Conforme muitas análises publicadas imediatamente após a divulgação da notícia, a cirurgia sofrida pelo presidente Lula da Silva, na madrugada de terça-feira (10/12), jogou luz sobre a sucessão de 2026 para o Palácio do Planalto – ainda que o assunto já ocupasse muitos corações e mentes bem antes de Lula ser submetido à drenagem de um hematoma provocado por hemorragia intracraniana, consequência do tombo que levou enquanto cortava as unhas do pé.

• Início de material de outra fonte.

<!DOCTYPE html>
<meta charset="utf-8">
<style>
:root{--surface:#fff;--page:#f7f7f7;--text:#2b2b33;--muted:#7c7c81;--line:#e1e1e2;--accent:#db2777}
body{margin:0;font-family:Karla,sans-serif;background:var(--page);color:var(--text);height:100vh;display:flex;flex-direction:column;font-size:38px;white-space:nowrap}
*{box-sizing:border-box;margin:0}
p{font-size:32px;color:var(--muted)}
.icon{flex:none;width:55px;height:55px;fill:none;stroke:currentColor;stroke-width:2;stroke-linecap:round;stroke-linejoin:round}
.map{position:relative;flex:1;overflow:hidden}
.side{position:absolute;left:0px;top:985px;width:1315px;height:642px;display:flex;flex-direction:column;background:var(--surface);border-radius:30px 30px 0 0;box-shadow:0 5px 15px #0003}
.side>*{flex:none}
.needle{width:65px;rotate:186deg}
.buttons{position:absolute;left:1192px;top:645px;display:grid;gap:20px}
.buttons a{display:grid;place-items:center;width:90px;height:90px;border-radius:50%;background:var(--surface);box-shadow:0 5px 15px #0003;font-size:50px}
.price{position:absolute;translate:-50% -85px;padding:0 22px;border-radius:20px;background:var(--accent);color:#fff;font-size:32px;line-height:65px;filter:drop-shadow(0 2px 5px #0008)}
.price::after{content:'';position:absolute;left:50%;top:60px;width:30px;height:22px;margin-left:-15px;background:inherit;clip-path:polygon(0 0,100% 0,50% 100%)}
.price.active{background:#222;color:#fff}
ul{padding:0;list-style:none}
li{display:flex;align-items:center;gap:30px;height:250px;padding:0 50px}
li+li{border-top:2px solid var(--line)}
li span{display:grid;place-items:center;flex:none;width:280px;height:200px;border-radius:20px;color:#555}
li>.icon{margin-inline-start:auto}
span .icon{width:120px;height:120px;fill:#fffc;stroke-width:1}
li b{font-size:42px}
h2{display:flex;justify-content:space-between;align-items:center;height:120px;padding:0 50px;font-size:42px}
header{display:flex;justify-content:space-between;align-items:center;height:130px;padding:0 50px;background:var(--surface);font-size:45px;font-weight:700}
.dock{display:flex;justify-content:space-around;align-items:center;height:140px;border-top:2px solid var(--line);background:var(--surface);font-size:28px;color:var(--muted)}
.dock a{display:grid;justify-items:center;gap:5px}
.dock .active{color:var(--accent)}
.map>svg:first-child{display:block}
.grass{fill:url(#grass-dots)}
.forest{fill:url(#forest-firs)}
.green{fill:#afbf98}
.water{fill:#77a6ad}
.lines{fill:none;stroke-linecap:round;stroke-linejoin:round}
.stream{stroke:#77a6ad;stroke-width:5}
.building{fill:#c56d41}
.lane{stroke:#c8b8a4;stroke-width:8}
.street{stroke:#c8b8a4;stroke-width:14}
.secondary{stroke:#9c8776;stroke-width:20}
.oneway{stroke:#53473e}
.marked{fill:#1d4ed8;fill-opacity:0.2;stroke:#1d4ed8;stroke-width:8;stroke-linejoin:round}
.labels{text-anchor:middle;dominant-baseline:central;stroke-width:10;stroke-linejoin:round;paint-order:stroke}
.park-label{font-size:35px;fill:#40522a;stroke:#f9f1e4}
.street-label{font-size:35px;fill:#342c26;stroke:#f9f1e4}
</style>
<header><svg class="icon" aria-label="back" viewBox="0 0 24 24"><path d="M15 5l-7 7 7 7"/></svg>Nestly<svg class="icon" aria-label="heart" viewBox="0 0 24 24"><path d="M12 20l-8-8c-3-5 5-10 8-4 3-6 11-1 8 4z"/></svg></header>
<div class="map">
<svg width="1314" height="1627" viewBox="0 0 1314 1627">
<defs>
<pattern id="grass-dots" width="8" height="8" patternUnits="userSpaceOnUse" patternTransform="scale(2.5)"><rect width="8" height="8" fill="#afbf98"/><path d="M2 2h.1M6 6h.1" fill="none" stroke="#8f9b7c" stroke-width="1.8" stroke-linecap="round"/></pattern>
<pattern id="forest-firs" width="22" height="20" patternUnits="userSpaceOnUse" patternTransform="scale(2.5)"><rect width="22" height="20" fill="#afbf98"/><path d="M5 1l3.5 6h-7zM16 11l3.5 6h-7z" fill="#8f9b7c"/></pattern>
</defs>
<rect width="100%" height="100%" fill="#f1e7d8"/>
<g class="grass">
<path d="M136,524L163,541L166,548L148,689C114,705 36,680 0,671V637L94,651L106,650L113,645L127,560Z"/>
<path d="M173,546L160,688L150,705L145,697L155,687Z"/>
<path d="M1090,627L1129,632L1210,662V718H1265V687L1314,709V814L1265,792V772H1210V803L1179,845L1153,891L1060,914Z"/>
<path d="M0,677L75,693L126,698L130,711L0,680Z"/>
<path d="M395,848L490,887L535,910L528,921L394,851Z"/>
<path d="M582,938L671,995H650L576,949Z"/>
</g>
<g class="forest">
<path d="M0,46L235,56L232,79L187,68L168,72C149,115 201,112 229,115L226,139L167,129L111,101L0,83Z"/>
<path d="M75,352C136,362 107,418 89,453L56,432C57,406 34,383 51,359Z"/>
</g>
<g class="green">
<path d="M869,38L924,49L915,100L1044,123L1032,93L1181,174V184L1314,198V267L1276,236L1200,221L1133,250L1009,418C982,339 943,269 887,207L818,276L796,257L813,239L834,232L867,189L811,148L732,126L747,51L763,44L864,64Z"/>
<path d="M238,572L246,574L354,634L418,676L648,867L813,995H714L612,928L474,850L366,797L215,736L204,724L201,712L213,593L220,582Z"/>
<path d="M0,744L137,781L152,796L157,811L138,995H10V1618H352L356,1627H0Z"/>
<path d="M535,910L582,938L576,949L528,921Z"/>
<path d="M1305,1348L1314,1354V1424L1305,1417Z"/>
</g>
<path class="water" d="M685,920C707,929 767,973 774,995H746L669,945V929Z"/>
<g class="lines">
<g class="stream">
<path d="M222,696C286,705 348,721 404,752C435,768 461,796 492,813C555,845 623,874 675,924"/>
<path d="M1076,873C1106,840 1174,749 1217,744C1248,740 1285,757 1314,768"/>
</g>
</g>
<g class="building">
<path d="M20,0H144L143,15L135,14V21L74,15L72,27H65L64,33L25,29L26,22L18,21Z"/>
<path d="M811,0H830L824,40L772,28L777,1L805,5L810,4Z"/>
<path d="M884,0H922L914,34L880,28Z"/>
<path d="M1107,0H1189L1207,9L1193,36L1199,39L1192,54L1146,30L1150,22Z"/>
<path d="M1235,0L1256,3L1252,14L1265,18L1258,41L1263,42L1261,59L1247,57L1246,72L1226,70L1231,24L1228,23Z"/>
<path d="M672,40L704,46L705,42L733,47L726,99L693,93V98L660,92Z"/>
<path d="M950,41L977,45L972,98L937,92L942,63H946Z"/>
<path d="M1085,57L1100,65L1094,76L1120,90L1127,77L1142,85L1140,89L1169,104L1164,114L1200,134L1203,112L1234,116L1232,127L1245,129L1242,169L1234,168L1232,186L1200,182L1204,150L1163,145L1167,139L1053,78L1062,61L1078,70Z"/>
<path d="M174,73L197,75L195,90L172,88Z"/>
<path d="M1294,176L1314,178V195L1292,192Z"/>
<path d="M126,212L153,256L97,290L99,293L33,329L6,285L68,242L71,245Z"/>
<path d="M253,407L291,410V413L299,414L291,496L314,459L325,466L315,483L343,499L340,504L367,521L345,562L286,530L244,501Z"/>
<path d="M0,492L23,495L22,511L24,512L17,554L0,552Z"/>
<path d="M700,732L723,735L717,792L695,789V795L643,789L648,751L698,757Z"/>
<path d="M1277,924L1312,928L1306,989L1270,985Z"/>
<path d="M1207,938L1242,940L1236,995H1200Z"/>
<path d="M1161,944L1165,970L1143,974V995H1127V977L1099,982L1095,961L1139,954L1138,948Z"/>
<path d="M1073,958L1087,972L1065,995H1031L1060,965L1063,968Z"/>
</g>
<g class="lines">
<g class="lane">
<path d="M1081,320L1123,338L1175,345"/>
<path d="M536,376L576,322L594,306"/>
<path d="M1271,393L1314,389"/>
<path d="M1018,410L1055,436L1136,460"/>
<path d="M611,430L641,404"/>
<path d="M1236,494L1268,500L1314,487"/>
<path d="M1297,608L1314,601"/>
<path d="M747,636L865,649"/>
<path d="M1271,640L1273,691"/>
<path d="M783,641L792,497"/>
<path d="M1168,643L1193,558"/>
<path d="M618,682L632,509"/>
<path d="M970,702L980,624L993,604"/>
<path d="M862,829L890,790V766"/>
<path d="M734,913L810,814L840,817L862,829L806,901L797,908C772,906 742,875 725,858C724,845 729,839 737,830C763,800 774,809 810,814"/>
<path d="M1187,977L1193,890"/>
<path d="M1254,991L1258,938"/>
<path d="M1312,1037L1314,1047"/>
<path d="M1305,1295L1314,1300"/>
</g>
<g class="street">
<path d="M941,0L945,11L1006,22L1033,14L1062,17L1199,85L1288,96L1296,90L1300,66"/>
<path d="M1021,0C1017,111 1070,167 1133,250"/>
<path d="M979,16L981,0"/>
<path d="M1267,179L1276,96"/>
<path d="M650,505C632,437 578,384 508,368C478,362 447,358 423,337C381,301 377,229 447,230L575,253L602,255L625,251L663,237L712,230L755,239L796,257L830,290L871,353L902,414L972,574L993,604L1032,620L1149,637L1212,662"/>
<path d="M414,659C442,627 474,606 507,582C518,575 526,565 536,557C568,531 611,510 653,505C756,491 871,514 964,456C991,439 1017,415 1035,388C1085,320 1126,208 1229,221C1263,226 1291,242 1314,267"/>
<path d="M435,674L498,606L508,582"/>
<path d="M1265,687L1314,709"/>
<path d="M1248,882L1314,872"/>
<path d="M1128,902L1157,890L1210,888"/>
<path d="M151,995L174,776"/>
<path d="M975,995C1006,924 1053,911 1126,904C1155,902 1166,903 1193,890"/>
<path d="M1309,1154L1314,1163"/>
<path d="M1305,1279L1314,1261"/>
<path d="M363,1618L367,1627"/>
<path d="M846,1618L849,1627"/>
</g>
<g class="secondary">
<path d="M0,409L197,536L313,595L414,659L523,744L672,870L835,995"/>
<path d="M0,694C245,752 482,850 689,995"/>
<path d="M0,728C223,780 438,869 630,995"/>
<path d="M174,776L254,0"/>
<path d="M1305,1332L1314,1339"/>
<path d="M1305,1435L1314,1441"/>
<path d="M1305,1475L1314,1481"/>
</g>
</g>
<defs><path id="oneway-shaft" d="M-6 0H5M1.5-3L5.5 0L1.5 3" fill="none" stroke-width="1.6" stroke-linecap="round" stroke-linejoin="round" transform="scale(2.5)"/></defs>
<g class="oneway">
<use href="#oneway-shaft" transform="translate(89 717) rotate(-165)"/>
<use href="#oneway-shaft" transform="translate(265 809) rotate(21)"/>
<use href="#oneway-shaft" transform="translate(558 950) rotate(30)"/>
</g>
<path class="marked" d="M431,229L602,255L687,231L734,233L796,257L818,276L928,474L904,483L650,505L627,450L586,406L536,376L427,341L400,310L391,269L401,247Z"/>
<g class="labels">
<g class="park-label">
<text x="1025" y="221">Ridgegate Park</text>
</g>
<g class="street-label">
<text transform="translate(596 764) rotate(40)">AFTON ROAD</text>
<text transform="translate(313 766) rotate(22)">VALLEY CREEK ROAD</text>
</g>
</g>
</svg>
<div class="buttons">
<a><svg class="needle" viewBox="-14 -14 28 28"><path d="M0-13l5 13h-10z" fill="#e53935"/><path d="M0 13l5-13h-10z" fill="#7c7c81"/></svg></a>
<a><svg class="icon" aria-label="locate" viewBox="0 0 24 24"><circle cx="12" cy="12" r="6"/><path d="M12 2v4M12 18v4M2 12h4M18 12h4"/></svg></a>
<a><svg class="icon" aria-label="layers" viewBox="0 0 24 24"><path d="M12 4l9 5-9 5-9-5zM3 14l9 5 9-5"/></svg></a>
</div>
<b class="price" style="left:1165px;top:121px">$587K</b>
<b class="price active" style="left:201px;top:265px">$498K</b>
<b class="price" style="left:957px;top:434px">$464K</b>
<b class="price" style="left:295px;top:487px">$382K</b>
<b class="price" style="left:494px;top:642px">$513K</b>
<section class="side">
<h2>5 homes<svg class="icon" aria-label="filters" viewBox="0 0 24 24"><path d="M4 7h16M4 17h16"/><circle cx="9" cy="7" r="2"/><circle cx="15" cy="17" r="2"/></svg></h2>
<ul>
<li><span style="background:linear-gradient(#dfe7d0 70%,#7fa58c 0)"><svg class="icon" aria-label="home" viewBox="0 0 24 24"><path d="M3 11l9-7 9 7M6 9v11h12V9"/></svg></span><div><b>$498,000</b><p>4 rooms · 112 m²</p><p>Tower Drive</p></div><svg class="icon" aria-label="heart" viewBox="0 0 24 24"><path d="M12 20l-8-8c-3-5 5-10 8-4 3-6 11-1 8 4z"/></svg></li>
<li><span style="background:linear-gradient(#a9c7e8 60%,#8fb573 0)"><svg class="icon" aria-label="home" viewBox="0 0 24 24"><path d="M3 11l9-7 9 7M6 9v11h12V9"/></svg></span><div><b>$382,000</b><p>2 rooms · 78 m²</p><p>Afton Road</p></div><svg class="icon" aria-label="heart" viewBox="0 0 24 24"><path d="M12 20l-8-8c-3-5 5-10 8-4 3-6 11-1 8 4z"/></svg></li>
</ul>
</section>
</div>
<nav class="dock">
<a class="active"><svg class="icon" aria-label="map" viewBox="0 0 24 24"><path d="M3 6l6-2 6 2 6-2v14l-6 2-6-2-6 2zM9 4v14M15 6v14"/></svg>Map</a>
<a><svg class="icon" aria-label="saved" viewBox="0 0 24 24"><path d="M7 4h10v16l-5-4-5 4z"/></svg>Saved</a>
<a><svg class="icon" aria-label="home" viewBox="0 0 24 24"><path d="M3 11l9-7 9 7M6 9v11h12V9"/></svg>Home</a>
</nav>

Entre avaliações mais sensíveis e cuidadosas diante do estado de saúde do presidente, e outras que mal escondem o desejo de antecipação de sua retirada de cena, houve também aquelas que são negação em estado bruto: a sensação, exibida especialmente por morubixabas lulopetistas, de que é uma impossibilidade histórica não poder contar com a sua presença em 2026. Afinal, segundo tal ótica, Lula é o presidente da República, a maior liderança do Partido dos Trabalhadores (PT) e inquestionavelmente o maior triunfo da esquerda para enfrentar o bolsonarismo. E é mesmo. Poucos hão de duvidar que o futuro de Lula afetará diretamente as possibilidades de um partido com evidente dificuldade de encontrar um sucessor.
Mas a cirurgia de Lula e as incertezas dela decorrentes – incluindo uma segunda intervenção, anunciada ontem – mostram que, daqui para a frente, o Brasil precisará lidar, aberta e responsavelmente, com a questão. É o momento de reconhecer que, pelo menos nos próximos dois anos, a saúde de Lula será um tema nacional.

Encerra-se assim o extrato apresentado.